Datadog's Python Library for instrumenting your tests.
- Test Optimization - collect metrics and results for your tests
- Flaky Test Management - track, triage, and remediate flaky tests across your organization. Quarantine or disable problematic tests to keep known flakes from breaking builds, and create cases and Jira issues to track work toward fixes.
- Auto Test Retries - retrying failing tests up to N times to avoid failing your build due to flaky tests
- Early Flake Detection - Datadog’s test flakiness solution that identifies flakes early by running newly added tests multiple times
- Test Impact Analysis - save time by selectively running only tests affected by code changes
- Test Health - The Test Health dashboard provides analytics to help teams manage and optimize their testing in CI. This includes sections showing the current impact of test flakiness and how Test Optimization is mitigating these problems.

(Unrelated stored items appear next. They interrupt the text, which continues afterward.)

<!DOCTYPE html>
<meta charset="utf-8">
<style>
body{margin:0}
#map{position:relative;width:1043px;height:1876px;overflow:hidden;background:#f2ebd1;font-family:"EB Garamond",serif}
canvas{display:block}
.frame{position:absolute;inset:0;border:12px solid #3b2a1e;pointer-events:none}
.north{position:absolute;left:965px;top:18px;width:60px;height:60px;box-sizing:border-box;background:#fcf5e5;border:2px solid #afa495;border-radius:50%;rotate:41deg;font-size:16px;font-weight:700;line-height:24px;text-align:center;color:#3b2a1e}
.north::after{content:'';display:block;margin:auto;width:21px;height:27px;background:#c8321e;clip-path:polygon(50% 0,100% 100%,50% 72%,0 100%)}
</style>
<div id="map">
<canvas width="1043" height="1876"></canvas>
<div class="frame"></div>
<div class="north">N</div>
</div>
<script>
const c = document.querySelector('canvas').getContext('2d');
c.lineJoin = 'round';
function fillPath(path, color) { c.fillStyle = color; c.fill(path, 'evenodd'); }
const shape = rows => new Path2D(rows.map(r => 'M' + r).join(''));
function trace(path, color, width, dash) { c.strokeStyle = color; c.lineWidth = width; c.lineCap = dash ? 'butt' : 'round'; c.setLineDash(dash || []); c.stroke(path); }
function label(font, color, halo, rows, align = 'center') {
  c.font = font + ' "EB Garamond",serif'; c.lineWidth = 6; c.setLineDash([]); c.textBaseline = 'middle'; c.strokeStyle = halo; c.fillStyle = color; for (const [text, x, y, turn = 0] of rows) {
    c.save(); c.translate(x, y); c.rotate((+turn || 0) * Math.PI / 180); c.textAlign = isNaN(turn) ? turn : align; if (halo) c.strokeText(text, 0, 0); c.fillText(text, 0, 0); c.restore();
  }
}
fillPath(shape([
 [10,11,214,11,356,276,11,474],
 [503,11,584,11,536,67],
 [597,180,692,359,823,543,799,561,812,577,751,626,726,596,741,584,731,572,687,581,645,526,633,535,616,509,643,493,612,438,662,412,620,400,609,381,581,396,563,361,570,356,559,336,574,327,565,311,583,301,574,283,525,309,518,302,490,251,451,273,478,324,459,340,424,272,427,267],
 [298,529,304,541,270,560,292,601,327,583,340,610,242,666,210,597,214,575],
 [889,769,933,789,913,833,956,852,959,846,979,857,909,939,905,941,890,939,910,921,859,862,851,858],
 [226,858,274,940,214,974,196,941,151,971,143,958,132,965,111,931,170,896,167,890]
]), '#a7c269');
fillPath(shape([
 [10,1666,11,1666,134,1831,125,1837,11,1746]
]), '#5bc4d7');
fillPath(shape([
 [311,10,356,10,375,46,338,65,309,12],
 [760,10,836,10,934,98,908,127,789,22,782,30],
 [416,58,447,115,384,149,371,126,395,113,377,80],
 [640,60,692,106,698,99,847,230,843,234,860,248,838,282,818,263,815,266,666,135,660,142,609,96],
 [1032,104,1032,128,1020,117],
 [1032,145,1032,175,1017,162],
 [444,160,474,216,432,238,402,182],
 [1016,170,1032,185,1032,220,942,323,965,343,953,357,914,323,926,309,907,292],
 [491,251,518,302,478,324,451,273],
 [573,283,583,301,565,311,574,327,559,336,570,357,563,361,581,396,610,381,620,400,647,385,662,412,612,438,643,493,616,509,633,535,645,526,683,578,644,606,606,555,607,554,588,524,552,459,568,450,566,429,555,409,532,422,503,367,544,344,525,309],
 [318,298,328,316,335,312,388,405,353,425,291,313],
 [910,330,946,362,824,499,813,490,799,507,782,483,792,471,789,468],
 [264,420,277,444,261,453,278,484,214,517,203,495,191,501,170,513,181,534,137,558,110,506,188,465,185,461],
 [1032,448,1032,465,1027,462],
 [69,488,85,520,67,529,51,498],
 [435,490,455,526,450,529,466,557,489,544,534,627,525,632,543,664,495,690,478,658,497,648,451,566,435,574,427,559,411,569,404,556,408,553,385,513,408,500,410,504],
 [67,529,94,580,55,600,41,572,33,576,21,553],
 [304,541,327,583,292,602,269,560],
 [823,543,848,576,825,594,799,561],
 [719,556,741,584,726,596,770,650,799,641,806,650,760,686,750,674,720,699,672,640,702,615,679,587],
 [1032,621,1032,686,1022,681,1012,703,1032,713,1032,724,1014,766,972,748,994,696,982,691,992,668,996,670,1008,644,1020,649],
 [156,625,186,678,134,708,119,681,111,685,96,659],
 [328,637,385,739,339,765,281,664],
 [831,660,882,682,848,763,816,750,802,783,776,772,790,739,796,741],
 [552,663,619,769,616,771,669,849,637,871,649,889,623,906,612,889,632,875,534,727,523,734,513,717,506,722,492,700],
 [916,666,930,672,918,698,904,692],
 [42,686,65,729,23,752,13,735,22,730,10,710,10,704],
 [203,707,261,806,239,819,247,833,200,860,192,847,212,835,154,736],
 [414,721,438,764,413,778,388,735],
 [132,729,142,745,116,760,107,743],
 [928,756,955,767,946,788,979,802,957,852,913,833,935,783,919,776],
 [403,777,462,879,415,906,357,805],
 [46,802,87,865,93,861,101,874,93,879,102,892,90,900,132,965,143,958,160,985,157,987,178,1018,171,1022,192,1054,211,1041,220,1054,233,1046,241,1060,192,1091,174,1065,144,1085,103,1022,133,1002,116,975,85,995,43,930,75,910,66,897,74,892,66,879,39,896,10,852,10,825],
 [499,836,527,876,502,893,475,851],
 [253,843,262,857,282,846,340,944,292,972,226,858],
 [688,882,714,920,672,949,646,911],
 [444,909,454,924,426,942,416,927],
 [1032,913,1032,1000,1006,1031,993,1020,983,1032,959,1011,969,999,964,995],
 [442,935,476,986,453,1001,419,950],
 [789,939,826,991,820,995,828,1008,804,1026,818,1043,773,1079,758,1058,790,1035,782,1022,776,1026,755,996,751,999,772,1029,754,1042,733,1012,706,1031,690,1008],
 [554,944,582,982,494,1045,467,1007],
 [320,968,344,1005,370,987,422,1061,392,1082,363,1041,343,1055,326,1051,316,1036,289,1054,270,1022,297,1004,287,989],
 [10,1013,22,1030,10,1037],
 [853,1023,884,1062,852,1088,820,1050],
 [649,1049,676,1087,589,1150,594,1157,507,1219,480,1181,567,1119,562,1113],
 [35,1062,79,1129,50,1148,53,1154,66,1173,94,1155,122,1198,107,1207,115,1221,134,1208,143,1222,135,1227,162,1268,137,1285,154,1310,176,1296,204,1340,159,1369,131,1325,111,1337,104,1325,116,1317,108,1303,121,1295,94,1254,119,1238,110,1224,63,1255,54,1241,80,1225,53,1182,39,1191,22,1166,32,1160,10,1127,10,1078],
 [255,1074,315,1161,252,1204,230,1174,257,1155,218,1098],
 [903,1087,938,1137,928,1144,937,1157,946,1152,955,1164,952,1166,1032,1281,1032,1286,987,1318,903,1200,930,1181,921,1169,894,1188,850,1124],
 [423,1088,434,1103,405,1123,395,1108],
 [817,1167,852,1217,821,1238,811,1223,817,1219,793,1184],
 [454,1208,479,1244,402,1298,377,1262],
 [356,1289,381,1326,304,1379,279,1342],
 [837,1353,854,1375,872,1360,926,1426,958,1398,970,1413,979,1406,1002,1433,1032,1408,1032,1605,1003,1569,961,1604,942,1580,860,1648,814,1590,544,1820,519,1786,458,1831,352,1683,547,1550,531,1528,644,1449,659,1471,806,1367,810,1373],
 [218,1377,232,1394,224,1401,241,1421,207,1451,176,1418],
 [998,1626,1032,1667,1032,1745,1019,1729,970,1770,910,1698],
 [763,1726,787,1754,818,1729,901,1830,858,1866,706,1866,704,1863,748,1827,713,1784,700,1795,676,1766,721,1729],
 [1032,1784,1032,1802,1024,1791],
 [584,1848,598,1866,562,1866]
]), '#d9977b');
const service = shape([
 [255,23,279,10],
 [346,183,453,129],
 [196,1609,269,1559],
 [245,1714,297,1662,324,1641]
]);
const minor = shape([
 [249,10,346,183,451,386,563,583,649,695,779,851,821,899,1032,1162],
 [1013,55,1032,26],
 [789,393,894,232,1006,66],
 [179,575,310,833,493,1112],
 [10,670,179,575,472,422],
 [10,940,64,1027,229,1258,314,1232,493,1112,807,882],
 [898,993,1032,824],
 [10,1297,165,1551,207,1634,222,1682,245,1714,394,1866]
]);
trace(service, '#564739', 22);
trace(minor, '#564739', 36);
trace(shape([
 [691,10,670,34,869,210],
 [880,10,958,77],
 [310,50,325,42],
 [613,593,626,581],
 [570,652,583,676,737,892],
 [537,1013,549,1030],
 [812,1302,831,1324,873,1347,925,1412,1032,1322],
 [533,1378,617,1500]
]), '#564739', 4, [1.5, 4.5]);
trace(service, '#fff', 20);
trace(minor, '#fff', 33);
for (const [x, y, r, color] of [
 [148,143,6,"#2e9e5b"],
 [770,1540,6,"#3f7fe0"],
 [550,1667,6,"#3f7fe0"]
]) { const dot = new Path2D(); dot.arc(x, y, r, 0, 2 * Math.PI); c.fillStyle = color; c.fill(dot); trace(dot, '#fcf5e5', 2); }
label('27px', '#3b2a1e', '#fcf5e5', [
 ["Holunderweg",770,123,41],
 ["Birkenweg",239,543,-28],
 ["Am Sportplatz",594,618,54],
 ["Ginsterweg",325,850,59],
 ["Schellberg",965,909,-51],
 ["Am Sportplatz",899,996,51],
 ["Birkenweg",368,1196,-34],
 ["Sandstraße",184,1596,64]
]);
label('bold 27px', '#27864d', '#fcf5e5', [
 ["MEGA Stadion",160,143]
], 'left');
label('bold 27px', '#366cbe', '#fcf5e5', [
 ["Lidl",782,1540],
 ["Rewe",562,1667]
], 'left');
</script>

- Inspect your tests' logs in Datadog
- Enhance developer workflows
- Add custom measures to your tests
- Browser tests integration with Datadog RUM
- Test Optimization setup
- Test Impact Analysis setup (Test Optimization setup is required before setting up Test Impact Analysis)
If you used Test Optimization for Python with ddtrace, check out our upgrade guide.
See our contributing guidelines.
Everyone interacting in the dd-test-py project's codebases, issue trackers, chat rooms and mailing lists is expected to follow the code of conduct.